WHAT THE EXERCISE ASKS: Exactly as they appear, set down all the lines of the material.

DATA BELOW:
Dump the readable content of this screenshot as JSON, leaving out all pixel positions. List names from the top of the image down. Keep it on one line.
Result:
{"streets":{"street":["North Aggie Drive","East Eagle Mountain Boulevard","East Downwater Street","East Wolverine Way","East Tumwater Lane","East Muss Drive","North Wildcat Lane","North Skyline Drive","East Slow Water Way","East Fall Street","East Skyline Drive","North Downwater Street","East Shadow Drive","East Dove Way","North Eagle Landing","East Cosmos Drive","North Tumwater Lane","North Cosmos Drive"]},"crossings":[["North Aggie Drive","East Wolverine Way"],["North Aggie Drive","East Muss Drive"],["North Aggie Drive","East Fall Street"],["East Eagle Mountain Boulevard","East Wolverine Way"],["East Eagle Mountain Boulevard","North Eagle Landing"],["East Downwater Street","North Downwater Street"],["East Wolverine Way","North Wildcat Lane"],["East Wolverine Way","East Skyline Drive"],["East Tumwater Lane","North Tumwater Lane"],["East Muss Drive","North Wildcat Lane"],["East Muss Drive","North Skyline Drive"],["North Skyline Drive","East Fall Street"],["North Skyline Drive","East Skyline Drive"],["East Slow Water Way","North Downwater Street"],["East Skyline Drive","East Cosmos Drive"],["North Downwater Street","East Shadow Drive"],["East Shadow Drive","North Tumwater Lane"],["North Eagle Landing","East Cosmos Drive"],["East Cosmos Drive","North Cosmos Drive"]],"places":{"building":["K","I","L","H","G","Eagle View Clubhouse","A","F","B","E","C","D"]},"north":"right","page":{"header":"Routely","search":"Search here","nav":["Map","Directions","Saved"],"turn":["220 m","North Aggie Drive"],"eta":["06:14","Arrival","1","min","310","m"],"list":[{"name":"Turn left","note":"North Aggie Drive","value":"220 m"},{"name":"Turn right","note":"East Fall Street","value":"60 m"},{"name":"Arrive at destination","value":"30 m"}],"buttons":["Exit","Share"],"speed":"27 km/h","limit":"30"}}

ANSWER FOR THE TASK:
Dump the readable content of this screenshot as JSON, leaving out all pixel positions. List names from the top of the image down. Keep it on one line.
Result:
{"streets":{"street":["North Aggie Drive","East Eagle Mountain Boulevard","East Downwater Street","East Wolverine Way","East Tumwater Lane","East Muss Drive","North Wildcat Lane","North Skyline Drive","East Slow Water Way","East Fall Street","East Skyline Drive","North Downwater Street","East Shadow Drive","East Dove Way","North Eagle Landing","East Cosmos Drive","North Tumwater Lane","North Cosmos Drive"]},"crossings":[["North Aggie Drive","East Wolverine Way"],["North Aggie Drive","East Muss Drive"],["North Aggie Drive","East Fall Street"],["East Eagle Mountain Boulevard","East Wolverine Way"],["East Eagle Mountain Boulevard","North Eagle Landing"],["East Downwater Street","North Downwater Street"],["East Wolverine Way","North Wildcat Lane"],["East Wolverine Way","East Skyline Drive"],["East Tumwater Lane","North Tumwater Lane"],["East Muss Drive","North Wildcat Lane"],["East Muss Drive","North Skyline Drive"],["North Skyline Drive","East Fall Street"],["North Skyline Drive","East Skyline Drive"],["East Slow Water Way","North Downwater Street"],["East Skyline Drive","East Cosmos Drive"],["North Downwater Street","East Shadow Drive"],["East Shadow Drive","North Tumwater Lane"],["North Eagle Landing","East Cosmos Drive"],["East Cosmos Drive","North Cosmos Drive"]],"places":{"building":["K","I","L","H","G","Eagle View Clubhouse","A","F","B","E","C","D"]},"north":"right","page":{"header":"Routely","search":"Search here","nav":["Map","Directions","Saved"],"turn":["220 m","North Aggie Drive"],"eta":["06:14","Arrival","1","min","310","m"],"list":[{"name":"Turn left","note":"North Aggie Drive","value":"220 m"},{"name":"Turn right","note":"East Fall Street","value":"60 m"},{"name":"Arrive at destination","value":"30 m"}],"buttons":["Exit","Share"],"speed":"27 km/h","limit":"30"}}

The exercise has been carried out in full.